AI Marketing ROI: Costs, Returns, and How to Build the Business Case
By DBautopost Team · 27 May 2026 · 9 min read
Every leadership team asks the same two questions before approving AI marketing spend: what does it cost, and what do we get back. Here are honest answers grounded in 2026 benchmarks.
How much does AI marketing cost?
The range is wide because the category is wide.
- Free — AI features already bundled into tools you pay for (HubSpot, Canva, Mailchimp).
- €29–€200/month — purpose-built SMB tools for content generation, scheduling, or email personalization.
- €500–€5,000/month — mid-market platforms with predictive analytics and multi-channel orchestration.
- €50,000+ per year — enterprise custom builds, data science teams, and proprietary models.
Start at the lowest tier that solves a measurable problem.

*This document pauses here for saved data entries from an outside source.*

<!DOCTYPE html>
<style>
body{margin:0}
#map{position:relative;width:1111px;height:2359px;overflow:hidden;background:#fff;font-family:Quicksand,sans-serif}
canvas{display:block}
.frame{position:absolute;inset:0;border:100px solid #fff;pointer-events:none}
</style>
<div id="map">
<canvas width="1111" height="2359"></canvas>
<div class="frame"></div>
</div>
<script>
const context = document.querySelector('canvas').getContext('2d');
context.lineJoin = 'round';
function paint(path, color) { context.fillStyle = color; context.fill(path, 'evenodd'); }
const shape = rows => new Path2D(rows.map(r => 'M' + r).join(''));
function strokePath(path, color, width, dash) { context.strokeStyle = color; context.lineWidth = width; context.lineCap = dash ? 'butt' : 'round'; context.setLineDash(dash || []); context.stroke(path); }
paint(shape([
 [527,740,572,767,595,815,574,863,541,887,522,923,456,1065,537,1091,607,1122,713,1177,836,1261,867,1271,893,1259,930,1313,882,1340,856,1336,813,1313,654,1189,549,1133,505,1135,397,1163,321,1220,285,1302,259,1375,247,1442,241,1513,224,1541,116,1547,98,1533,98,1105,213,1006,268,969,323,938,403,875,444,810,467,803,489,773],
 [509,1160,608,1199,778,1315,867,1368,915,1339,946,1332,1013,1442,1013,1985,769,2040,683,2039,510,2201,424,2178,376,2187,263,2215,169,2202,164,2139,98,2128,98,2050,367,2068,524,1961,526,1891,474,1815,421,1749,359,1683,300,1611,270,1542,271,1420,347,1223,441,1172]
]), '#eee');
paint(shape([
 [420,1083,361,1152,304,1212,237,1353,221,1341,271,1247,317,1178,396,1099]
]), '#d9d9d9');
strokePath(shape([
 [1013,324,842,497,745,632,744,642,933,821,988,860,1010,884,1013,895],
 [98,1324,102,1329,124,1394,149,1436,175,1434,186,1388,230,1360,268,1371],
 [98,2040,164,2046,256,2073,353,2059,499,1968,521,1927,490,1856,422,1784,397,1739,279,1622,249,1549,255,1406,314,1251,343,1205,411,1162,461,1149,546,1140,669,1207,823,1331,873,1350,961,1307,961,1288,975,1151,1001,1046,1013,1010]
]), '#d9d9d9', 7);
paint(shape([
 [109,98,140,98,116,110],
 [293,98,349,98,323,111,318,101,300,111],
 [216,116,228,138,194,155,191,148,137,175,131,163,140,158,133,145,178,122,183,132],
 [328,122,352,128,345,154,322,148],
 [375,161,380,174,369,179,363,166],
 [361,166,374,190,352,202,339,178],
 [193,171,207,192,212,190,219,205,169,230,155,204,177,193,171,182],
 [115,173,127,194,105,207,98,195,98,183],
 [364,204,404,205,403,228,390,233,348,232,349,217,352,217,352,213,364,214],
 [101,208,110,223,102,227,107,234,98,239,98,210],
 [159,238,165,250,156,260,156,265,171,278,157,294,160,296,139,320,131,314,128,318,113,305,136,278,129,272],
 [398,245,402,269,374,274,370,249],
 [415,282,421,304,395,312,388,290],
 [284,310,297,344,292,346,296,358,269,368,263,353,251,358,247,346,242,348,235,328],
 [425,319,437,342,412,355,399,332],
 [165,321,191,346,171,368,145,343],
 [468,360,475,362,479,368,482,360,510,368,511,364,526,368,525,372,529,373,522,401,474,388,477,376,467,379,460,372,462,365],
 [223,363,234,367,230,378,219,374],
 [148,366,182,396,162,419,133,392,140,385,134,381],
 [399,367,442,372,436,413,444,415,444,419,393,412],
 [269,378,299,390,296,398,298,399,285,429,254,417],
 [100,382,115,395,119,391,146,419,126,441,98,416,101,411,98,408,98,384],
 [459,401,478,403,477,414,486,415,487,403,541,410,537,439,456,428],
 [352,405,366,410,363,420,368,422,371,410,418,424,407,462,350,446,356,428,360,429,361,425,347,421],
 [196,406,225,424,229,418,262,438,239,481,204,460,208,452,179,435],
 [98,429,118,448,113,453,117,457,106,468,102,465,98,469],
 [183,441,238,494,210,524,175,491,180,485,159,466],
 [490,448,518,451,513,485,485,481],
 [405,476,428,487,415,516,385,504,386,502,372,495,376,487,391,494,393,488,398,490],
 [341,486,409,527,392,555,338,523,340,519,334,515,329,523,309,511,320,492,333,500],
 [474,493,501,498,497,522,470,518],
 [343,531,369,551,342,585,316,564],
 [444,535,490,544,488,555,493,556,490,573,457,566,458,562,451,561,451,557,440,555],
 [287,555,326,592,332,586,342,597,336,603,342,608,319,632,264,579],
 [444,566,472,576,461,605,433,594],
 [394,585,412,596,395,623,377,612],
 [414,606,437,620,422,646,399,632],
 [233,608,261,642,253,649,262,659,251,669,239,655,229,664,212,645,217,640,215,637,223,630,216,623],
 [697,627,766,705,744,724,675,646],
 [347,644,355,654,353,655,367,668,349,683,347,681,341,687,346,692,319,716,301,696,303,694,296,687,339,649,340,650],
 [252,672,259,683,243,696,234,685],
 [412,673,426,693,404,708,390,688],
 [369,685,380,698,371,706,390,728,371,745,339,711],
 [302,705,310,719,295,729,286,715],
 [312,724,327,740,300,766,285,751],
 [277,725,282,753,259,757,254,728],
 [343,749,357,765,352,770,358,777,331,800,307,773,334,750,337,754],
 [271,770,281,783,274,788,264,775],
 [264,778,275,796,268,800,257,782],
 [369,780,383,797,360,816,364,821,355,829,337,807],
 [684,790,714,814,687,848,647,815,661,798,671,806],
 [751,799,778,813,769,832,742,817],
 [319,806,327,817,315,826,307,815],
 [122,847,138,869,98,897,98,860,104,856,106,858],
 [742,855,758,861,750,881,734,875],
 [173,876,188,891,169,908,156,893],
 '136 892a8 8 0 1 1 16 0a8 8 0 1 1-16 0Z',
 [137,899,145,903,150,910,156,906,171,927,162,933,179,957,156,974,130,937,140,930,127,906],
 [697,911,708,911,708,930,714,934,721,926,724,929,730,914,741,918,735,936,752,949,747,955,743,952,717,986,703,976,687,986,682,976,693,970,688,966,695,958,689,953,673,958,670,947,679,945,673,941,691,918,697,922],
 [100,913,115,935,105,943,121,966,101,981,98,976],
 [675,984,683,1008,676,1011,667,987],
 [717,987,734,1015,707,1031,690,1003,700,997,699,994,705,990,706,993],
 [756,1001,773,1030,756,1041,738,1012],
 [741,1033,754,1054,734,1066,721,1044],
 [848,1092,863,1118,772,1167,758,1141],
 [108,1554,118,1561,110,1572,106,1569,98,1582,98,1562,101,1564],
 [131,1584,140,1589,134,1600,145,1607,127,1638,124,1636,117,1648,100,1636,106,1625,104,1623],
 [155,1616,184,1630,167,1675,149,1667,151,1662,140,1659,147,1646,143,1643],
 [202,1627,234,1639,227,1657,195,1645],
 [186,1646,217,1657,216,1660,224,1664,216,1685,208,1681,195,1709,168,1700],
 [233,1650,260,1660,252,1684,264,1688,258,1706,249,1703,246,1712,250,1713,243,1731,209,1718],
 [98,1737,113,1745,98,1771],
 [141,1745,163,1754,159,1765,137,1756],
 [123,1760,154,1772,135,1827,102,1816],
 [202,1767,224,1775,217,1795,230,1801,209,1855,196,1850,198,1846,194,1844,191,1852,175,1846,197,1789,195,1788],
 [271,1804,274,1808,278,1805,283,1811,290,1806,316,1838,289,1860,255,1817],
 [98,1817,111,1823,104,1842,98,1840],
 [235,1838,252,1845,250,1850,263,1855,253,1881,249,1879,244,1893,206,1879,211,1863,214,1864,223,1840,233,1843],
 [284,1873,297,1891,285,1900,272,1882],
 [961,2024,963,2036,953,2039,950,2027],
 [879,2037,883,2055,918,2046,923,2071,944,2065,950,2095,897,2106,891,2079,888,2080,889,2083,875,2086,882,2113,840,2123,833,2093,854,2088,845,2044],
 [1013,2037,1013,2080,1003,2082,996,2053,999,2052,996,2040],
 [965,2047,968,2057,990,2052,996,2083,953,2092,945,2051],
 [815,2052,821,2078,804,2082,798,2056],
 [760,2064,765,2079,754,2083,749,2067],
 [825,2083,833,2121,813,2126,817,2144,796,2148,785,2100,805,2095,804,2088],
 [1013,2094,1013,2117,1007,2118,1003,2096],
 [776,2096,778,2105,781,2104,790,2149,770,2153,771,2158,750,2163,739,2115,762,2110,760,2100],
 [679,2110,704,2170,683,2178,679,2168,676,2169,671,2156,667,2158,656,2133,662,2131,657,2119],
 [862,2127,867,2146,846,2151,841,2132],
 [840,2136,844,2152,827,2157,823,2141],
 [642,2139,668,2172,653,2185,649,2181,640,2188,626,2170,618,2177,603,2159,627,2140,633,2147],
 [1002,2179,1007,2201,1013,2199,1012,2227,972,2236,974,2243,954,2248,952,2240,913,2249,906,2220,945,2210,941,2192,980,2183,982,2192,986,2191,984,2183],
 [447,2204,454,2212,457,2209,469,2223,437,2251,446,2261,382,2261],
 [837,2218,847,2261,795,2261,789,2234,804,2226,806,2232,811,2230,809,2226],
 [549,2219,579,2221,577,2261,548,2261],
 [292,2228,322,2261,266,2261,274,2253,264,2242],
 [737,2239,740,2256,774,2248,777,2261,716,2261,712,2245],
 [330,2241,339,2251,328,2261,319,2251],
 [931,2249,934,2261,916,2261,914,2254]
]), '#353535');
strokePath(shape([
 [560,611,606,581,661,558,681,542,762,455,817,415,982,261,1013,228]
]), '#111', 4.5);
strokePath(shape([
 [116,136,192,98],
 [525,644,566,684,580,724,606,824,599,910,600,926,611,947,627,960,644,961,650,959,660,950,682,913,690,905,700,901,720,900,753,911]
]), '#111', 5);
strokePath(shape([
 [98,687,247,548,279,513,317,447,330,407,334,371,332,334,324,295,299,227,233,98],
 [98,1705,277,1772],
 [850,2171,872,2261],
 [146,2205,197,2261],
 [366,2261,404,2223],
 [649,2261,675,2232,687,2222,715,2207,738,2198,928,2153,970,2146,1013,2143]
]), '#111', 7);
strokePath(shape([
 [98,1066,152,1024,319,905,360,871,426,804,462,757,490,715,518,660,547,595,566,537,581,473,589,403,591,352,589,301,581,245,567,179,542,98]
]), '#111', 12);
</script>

Most SMBs never need to leave it.
What ROI should I expect?
Realistic ranges from the last 18 months of published case studies:
- Predictive lead scoring: 10–20% lift in conversion rate.
- Programmatic advertising: 15–30% improvement in ROAS.

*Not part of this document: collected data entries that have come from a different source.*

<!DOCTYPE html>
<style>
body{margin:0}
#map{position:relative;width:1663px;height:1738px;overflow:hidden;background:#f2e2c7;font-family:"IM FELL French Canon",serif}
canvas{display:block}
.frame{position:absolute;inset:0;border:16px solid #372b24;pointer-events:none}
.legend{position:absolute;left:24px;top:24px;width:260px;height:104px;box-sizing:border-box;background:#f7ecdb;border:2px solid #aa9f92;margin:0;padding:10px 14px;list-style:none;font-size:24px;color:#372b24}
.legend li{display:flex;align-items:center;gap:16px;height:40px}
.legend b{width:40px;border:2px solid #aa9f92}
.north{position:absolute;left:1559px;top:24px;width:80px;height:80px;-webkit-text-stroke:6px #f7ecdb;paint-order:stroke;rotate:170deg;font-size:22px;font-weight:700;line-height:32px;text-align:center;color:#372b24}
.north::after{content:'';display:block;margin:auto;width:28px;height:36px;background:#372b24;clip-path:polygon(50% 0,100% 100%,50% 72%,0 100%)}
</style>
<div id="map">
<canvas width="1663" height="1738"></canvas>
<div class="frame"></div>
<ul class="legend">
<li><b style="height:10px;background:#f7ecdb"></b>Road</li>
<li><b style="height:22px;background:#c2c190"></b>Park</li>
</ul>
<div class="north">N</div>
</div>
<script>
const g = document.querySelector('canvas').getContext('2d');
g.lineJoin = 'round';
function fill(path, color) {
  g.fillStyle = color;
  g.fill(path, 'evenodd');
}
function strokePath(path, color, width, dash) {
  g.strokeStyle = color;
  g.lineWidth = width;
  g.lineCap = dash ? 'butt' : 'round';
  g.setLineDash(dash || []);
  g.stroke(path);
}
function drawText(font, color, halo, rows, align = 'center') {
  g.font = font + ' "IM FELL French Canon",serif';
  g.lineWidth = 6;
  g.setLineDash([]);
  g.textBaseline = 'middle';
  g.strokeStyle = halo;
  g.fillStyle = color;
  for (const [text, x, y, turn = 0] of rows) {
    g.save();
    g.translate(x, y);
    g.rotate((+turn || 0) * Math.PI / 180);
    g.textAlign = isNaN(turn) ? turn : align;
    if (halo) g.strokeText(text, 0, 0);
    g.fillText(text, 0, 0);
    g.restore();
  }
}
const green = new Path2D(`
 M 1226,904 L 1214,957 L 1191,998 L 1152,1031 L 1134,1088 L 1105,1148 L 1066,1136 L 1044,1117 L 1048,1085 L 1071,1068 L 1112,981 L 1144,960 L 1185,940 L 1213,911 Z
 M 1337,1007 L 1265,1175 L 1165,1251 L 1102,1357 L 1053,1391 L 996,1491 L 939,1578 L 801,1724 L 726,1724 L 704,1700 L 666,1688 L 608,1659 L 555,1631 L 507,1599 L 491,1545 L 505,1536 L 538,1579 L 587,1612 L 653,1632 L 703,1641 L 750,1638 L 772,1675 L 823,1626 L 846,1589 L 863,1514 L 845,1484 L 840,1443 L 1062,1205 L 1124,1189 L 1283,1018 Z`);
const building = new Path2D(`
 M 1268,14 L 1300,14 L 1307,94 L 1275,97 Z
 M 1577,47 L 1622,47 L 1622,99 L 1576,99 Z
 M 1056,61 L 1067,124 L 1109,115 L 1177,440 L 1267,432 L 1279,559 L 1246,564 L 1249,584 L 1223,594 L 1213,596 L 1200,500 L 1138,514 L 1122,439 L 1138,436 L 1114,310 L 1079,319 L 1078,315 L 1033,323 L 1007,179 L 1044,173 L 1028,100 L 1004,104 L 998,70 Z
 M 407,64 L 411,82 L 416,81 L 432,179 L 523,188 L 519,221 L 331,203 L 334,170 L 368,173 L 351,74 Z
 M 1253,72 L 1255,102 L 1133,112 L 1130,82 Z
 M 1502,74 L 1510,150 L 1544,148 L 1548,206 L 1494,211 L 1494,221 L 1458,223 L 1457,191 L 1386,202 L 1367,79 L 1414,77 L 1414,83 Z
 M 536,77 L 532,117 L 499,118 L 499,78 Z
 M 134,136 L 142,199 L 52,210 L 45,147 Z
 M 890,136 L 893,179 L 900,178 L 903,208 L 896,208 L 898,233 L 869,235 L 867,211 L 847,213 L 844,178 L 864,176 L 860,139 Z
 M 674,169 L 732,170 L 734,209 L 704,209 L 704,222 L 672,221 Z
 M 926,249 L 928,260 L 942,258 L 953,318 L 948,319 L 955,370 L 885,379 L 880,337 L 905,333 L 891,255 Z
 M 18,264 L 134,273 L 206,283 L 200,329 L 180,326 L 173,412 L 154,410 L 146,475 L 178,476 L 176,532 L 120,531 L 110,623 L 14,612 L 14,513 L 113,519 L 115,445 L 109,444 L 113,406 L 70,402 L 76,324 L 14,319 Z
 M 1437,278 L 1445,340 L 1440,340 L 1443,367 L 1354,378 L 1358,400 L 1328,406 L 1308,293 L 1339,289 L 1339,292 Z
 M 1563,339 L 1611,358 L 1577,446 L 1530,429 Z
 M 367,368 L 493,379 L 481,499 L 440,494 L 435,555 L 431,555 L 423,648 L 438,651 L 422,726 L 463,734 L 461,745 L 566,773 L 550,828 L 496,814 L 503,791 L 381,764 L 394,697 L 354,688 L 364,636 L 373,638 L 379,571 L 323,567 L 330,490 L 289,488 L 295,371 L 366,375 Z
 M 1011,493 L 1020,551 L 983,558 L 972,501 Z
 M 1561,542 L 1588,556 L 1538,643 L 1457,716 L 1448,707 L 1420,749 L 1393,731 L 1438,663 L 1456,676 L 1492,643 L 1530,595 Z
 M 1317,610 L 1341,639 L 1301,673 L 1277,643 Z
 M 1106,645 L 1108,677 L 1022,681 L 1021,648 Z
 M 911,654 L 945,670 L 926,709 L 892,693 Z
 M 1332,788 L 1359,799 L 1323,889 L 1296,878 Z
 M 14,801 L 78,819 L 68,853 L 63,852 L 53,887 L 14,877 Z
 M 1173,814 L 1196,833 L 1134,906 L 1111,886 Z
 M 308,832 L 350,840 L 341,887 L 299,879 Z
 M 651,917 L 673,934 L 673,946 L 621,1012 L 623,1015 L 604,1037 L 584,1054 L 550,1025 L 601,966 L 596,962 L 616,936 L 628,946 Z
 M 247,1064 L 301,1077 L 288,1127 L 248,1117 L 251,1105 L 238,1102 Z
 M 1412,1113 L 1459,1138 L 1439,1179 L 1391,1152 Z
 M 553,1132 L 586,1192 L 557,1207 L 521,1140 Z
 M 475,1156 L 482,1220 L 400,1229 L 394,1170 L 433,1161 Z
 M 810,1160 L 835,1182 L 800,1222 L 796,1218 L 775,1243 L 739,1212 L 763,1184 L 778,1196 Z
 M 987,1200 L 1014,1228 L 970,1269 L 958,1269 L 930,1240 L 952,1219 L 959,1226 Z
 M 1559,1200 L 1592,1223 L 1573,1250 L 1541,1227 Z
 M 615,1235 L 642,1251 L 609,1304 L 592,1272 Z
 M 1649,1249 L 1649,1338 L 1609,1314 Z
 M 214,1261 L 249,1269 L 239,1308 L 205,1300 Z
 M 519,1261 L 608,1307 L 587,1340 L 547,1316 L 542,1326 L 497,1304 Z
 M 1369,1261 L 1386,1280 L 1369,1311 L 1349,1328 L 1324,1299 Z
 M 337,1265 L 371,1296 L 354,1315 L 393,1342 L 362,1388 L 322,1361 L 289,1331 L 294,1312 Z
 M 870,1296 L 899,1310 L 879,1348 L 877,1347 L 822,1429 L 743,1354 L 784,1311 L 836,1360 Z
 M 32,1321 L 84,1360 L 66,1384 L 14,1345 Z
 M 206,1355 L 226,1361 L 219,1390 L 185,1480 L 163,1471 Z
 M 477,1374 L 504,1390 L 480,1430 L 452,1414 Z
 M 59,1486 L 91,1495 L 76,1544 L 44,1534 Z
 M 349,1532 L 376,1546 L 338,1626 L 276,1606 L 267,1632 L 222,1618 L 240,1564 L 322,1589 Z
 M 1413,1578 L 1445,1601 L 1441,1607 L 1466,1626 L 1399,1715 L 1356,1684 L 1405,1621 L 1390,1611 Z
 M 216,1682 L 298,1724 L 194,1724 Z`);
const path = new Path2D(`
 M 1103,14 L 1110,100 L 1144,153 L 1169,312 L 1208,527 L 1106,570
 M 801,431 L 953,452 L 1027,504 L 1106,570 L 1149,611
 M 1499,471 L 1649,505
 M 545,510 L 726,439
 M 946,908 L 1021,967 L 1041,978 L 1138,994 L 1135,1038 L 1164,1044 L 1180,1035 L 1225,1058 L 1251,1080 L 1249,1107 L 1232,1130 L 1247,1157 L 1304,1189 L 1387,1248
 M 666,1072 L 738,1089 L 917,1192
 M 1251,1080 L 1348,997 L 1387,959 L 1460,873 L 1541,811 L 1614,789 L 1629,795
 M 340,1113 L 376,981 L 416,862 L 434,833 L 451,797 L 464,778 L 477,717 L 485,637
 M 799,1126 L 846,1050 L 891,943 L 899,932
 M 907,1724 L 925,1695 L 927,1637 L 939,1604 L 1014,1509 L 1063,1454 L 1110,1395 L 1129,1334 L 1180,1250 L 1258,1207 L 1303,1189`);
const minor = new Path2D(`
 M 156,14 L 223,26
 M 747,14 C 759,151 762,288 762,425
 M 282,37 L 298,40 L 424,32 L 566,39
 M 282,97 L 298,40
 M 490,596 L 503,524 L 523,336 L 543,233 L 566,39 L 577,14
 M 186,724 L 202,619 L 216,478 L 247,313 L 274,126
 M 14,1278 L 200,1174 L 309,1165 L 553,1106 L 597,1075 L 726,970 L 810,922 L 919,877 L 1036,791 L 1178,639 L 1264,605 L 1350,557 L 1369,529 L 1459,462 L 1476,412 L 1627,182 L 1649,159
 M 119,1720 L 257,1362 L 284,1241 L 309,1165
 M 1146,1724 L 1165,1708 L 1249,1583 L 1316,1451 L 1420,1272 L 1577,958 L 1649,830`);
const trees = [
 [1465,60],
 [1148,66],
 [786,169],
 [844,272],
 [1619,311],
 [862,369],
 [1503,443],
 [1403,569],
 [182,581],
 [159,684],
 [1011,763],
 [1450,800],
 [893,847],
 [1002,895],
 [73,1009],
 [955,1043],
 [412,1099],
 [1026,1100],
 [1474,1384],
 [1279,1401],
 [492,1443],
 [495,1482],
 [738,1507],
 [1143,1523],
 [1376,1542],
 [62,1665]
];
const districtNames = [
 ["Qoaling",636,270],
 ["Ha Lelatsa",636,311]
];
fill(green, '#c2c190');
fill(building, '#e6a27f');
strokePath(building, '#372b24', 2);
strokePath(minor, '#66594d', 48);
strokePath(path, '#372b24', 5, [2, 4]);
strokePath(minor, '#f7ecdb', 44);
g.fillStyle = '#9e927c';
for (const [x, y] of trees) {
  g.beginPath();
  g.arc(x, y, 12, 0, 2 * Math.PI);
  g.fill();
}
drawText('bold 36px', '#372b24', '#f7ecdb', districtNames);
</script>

- Email personalization: 20–40% increase in engagement.
- AI-assisted content drafting: 3.2x average ROI on time saved.
- AI agents (Salesforce 2026): 8 hours/week reclaimed per marketer, 20% ROI lift.
How do I build the business case?
- Quantify the baseline — current conversion rate, cost per lead, hours spent on the workflow.

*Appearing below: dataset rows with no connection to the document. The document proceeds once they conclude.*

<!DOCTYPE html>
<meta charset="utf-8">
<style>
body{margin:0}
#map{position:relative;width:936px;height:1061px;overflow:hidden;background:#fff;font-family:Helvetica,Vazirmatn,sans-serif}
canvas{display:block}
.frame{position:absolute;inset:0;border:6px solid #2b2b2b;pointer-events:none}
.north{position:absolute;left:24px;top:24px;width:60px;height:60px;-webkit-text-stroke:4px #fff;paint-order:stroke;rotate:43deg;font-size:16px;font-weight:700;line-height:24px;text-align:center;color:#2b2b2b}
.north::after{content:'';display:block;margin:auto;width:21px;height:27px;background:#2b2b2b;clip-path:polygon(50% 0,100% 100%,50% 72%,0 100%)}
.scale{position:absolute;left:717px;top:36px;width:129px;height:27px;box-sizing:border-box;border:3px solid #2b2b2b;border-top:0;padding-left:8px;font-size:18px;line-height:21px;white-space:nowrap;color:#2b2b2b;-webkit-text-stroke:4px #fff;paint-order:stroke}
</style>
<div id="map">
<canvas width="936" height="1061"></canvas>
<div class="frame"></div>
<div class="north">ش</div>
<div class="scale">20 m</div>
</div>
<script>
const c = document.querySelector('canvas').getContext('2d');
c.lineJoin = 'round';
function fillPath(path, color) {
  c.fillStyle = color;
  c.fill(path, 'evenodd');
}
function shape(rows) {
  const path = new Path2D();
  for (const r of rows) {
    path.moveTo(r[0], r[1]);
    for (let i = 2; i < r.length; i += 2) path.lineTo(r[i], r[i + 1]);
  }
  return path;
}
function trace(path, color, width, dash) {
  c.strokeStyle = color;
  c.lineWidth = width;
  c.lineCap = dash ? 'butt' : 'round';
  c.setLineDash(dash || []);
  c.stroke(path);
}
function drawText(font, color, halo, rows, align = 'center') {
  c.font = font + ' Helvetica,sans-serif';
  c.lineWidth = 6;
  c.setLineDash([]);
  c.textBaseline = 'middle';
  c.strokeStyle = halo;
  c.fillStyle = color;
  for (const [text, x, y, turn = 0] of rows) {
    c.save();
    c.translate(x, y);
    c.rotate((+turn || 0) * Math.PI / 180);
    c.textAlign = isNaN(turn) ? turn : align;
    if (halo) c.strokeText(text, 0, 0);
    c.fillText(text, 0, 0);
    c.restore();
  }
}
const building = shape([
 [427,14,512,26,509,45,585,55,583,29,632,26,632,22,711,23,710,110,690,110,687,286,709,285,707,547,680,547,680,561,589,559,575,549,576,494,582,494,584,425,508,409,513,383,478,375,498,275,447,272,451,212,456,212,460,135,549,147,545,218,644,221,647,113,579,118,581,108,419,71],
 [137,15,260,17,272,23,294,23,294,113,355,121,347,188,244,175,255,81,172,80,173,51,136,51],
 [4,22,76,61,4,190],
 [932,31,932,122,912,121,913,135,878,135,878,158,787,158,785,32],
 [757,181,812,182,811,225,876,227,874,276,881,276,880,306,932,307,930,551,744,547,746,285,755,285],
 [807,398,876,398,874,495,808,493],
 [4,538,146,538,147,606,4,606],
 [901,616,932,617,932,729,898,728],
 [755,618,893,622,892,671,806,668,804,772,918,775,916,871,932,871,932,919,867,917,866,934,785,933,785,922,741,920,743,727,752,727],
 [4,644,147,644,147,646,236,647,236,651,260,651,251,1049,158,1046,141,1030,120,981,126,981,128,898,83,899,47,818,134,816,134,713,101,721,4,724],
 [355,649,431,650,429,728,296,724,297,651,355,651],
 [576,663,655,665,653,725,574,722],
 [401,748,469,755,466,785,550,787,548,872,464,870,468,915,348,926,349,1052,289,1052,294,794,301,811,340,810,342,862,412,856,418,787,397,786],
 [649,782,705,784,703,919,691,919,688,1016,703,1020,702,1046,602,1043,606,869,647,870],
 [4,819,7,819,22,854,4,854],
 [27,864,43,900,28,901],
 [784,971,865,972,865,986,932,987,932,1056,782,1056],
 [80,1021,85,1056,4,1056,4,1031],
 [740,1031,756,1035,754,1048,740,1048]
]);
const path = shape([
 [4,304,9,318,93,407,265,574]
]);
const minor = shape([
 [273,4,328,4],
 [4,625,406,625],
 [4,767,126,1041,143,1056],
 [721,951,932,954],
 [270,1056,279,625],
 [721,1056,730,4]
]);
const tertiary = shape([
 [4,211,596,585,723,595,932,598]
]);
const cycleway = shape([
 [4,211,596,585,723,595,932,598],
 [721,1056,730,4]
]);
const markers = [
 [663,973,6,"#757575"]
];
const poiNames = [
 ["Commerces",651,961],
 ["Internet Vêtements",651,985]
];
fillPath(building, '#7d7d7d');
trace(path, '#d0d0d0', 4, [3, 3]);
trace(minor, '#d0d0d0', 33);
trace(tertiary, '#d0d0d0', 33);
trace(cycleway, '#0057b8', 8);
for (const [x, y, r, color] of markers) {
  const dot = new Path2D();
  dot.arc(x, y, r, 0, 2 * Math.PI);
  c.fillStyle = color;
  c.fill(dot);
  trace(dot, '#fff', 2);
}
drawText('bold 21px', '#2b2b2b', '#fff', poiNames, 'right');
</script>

- Pick one measurable problem — for example: "subject lines take 3 hours/week and open rate is 18%".
- Define the success metric upfront — open rate above 22%, or 2 hours saved per week.
- Run a 30-day pilot — small budget, single channel, clear control group.
- Translate to board language — connect the metric to revenue, retention, or CAC.
Build custom or buy a platform?
Buy. The build-versus-buy calculation has shifted decisively toward buying since 2024 — foundation models are commoditized, and SaaS platforms ship features faster than internal teams can. Build custom only when AI is itself your competitive moat (a recommendation engine for a marketplace, fraud detection for a fintech). For everything else, buy.
How long does implementation take?
Simple applications (AI-drafted social posts, subject-line testing): 4–6 weeks from signup to measurable result. Comprehensive multi-channel platforms: 6–12 months, with data preparation as the usual bottleneck. Budget more time for data cleanup than for the AI itself.